Peneliti mengatakan ada hubungan antara magnetik bintang dengan sinar X yang dipancarkan.

Ketika bintang berusia muda, mereka masih aktif secara magentis, dan membuat putaran bintang lebih cepat.

Seiring jalan, bintang mulai kehilangan energi rotasi, dan medan magnet mereka melemah.
Dengan tanda tersebut, peneliti dapat melihat emisi X-ray dari bintang juga menurun.

Yang menarik, hubungan antara aktivitas magnet bintang dan emisi radiasi X-ray dapat menjadikan sistem bintang yang berpotensi bagi kehidupan.

Tim internasional dipimpin peneliti universitas Queen  Belfast melakukan studi dengan mengumpulkan data aktivitas sinar X dari 24 bintang yang mirip matahari.

Peneliti mencoba mengukur dimana tipe bintang dengan usia dan radiasi yang lebih ramah bagi kehidupan.

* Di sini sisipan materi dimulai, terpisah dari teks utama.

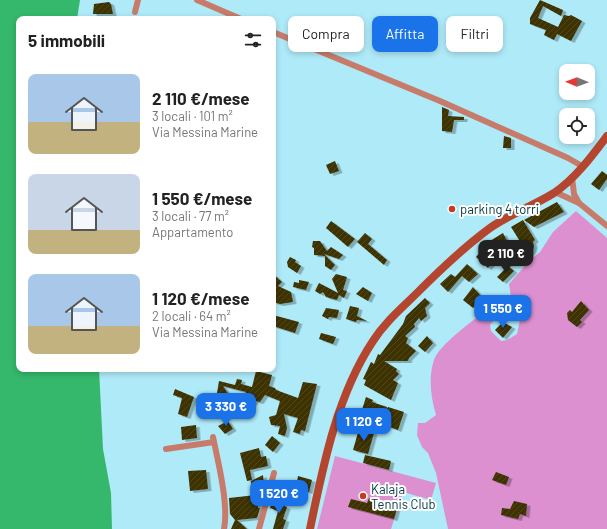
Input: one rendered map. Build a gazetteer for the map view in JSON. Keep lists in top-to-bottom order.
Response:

Bintang tua diatas 1 miliar tahun lebih tua mendukung kehidupan

Data diambil dari observasi teleskop X-ray Chandra dan teleskop XMM Newton untuk memeriksa 24 bintang terdekat. Dan semuanya harus seukuran seperti matahari atau lebih kecil. Dengan usia bintang setidaknya sudah 1 miliar tahun.

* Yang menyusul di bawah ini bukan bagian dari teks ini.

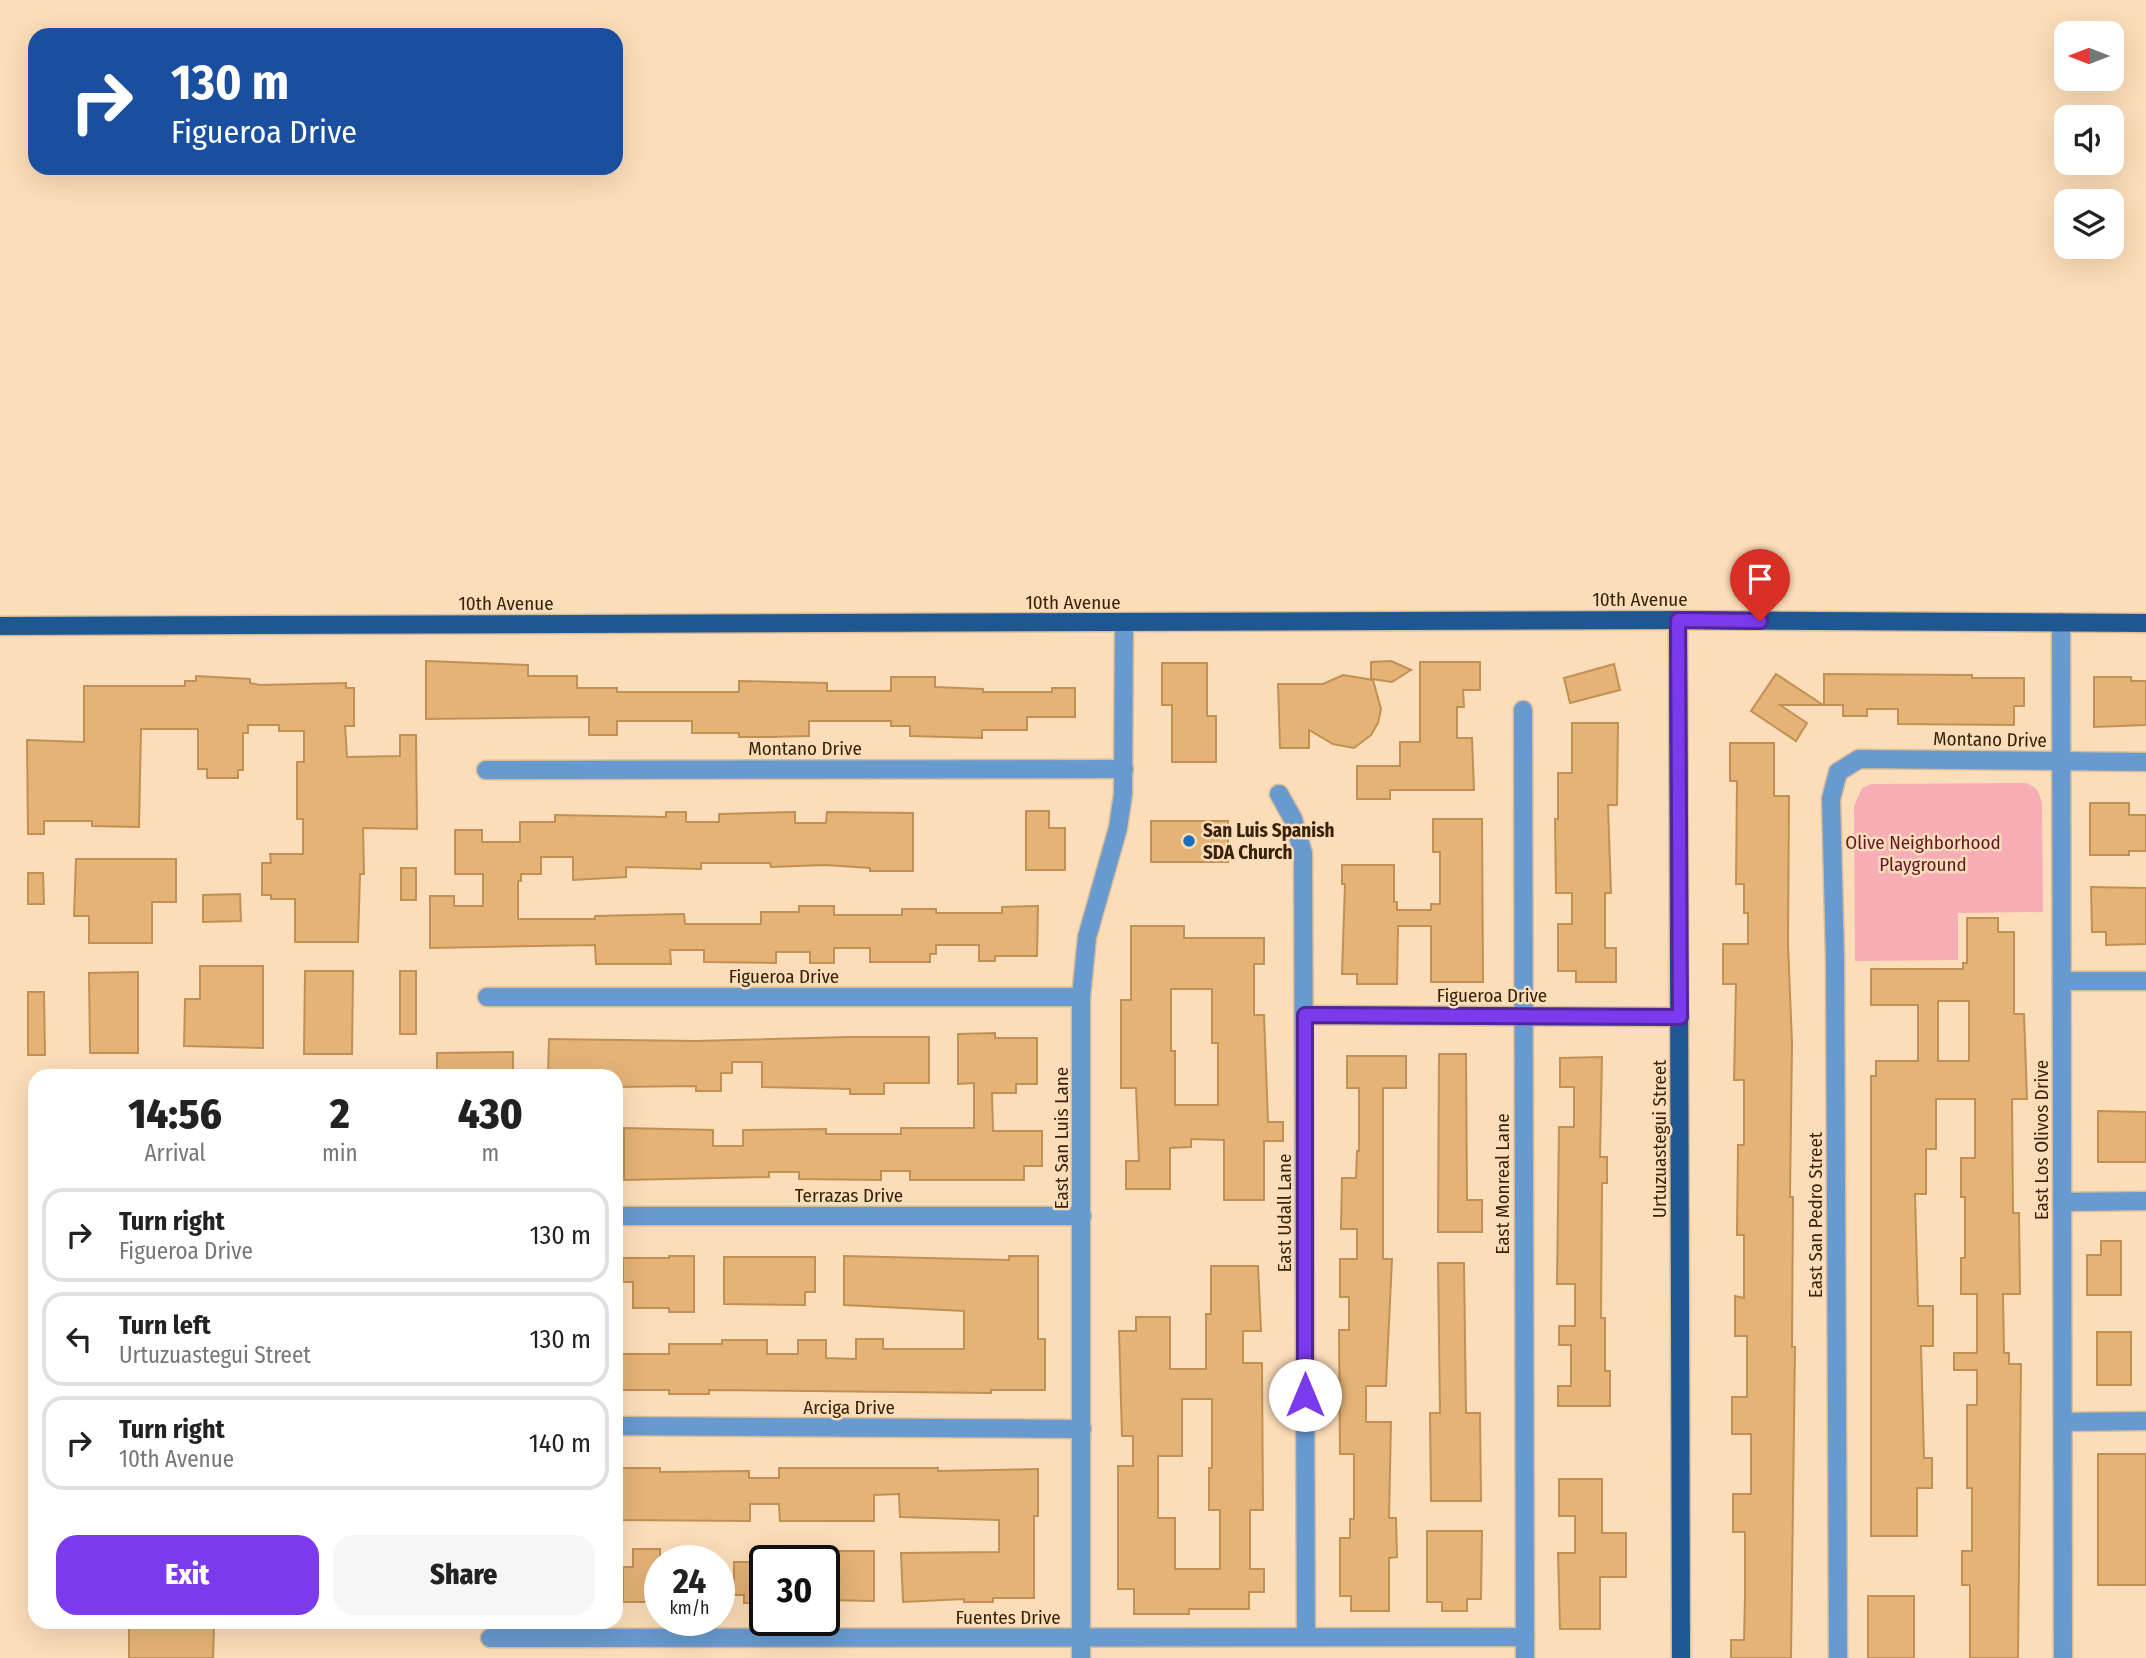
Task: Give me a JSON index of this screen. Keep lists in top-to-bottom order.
{
  "streets": {
    "main road": ["10th Avenue", "Urtuzuastegui Street"],
    "street": [
      "Montano Drive",
      "Figueroa Drive",
      "East San Luis Lane",
      "East Los Olivos Drive",
      "East Monreal Lane",
      "Terrazas Drive",
      "East Udall Lane",
      "East San Pedro Street",
      "Arciga Drive",
      "Fuentes Drive"
    ]
  },
  "crossings": [
    ["10th Avenue", "East San Luis Lane"],
    ["10th Avenue", "Urtuzuastegui Street"],
    ["10th Avenue", "East Los Olivos Drive"],
    ["Montano Drive", "East San Luis Lane"],
    ["Montano Drive", "East Los Olivos Drive"],
    ["Montano Drive", "East San Pedro Street"],
    ["Figueroa Drive", "East San Luis Lane"],
    ["Figueroa Drive", "Urtuzuastegui Street"],
    ["Figueroa Drive", "East Monreal Lane"],
    ["Figueroa Drive", "East Udall Lane"],
    ["East San Luis Lane", "Terrazas Drive"],
    ["East San Luis Lane", "Arciga Drive"],
    ["East San Luis Lane", "Fuentes Drive"],
    ["East Monreal Lane", "Fuentes Drive"],
    ["East Udall Lane", "Fuentes Drive"]
  ],
  "parks": ["Olive Neighborhood Playground"],
  "places": ["San Luis Spanish SDA Church"],
  "north": "left",
  "page": {
    "turn": ["130 m", "Figueroa Drive"],
    "eta": [
      "14:56",
      "Arrival",
      "2",
      "min",
      "430",
      "m"
    ],
    "list": [
      {
        "name": "Turn right",
        "note": "Figueroa Drive",
        "value": "130 m"
      },
      {
        "name": "Turn left",
        "note": "Urtuzuastegui Street",
        "value": "130 m"
      },
      {
        "name": "Turn right",
        "note": "10th Avenue",
        "value": "140 m"
      }
    ],
    "buttons": ["Exit", "Share"],
    "speed": "24 km/h",
    "limit": "30"
  }
}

Dari studi tersebut menjelaskan pernyataan peneliti memang benar.
Kami menemukan 14 bintang dengan luminositas sinar X dan mengkalibrasi hubungan antara aktivitas dan mengukur usia bintang.

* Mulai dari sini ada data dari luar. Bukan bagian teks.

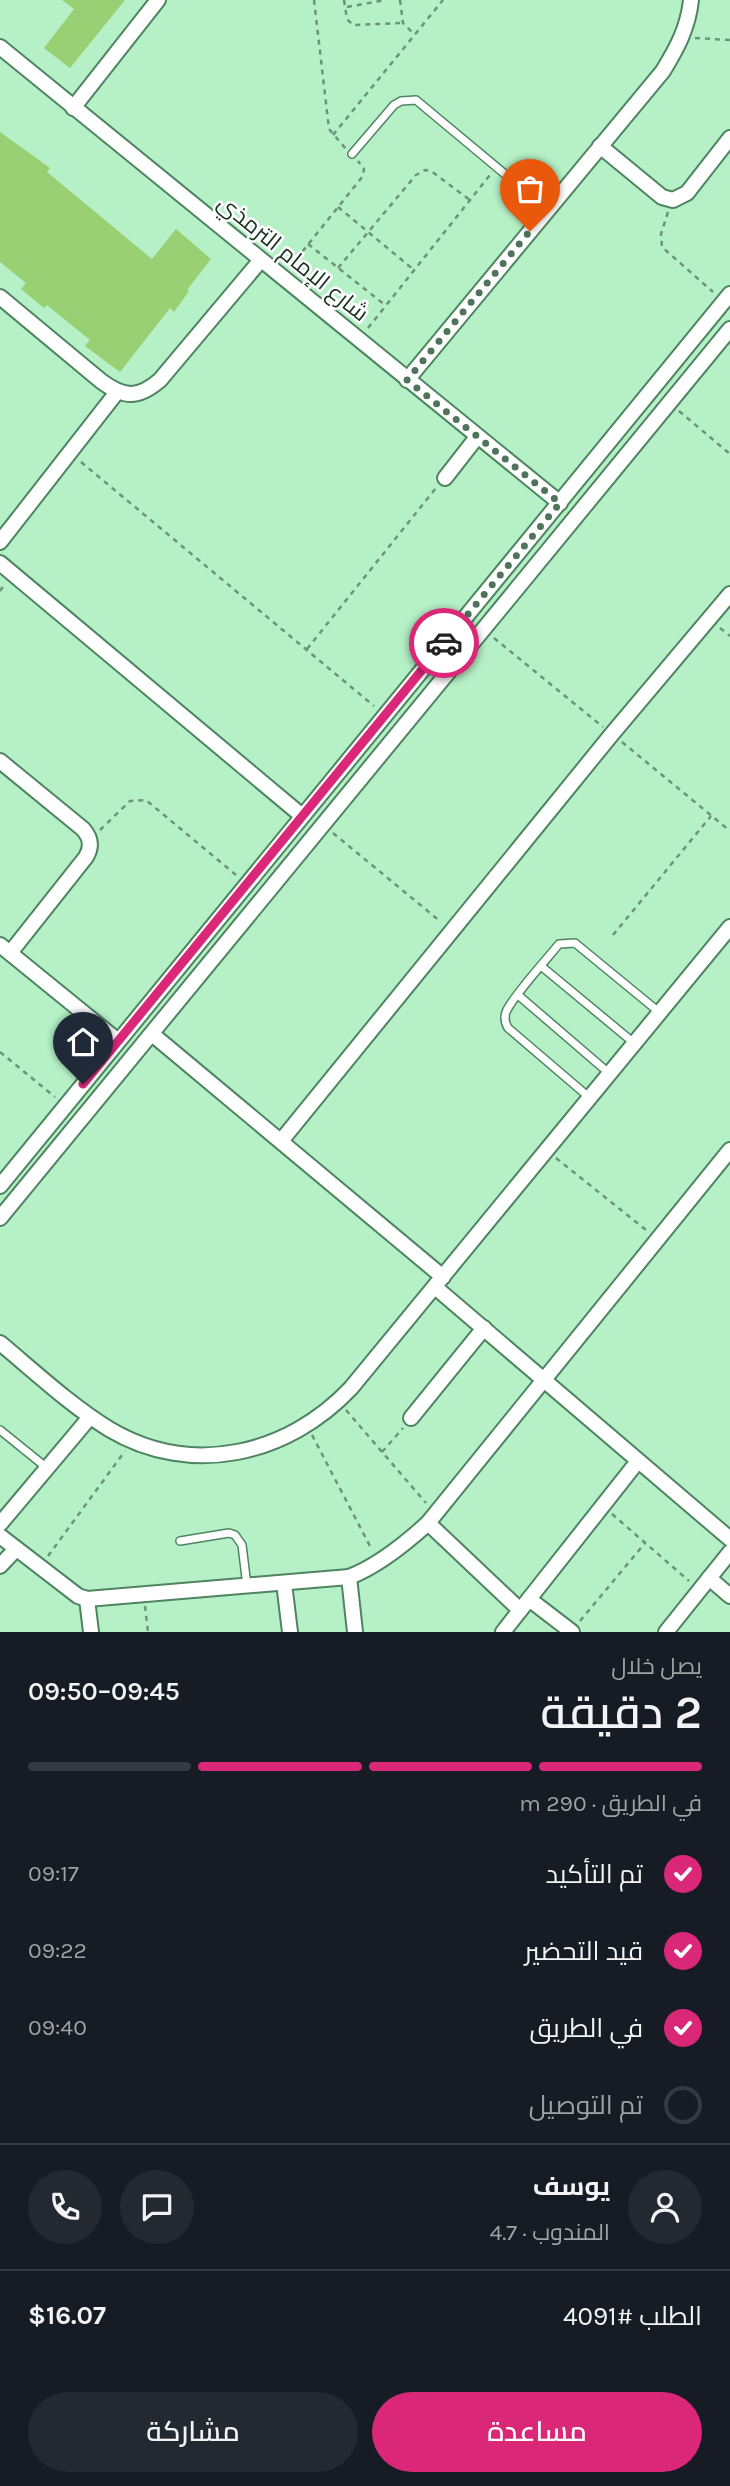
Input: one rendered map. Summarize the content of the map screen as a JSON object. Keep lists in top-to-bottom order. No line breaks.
{"streets":{"street":["شارع الإمام الترمذي"]},"page":{"heading":["2 دقيقة","يصل خلال","09:45–09:50"],"panel":["يوسف","المندوب · 4.7","الطلب #4091","$16.07"],"bar":"في الطريق · 290 m","list":[["تم التأكيد","09:17"],["قيد التحضير","09:22"],["في الطريق","09:40"],"تم التوصيل"],"buttons":["مساعدة","مشاركة"]}}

Seperti bintang Matahari kita, cenderung memancarkaan radiasi energi rendah setelah melewati usia 1 miliar tahun.

Untuk memastikan sebuah planet yang aman bagi kehidupan. Dapat mengunakan data diatas, yaitu usia bintang setidaknya sudah berada di atas 1 miliar tahun.

Karena bintang yang usianya masih muda, akan sangat energi dan melepaskan angin dan radiasi bintang ke planet. Membuat kehidupan di planet yang ada menjadi tidak stabil dan terancam oleh radiasi bintang.
Seperti nasib planet Mars, kekuatan angin matahari pada akhirnya menghancurkan atmofer planet. Sedangkan bumi selamat

Dengan bintang lebih tua dan relatif lebih stabil. Kehidupan di sebuah planet dapat terhindar dari ancaman bintang induknya sendiri.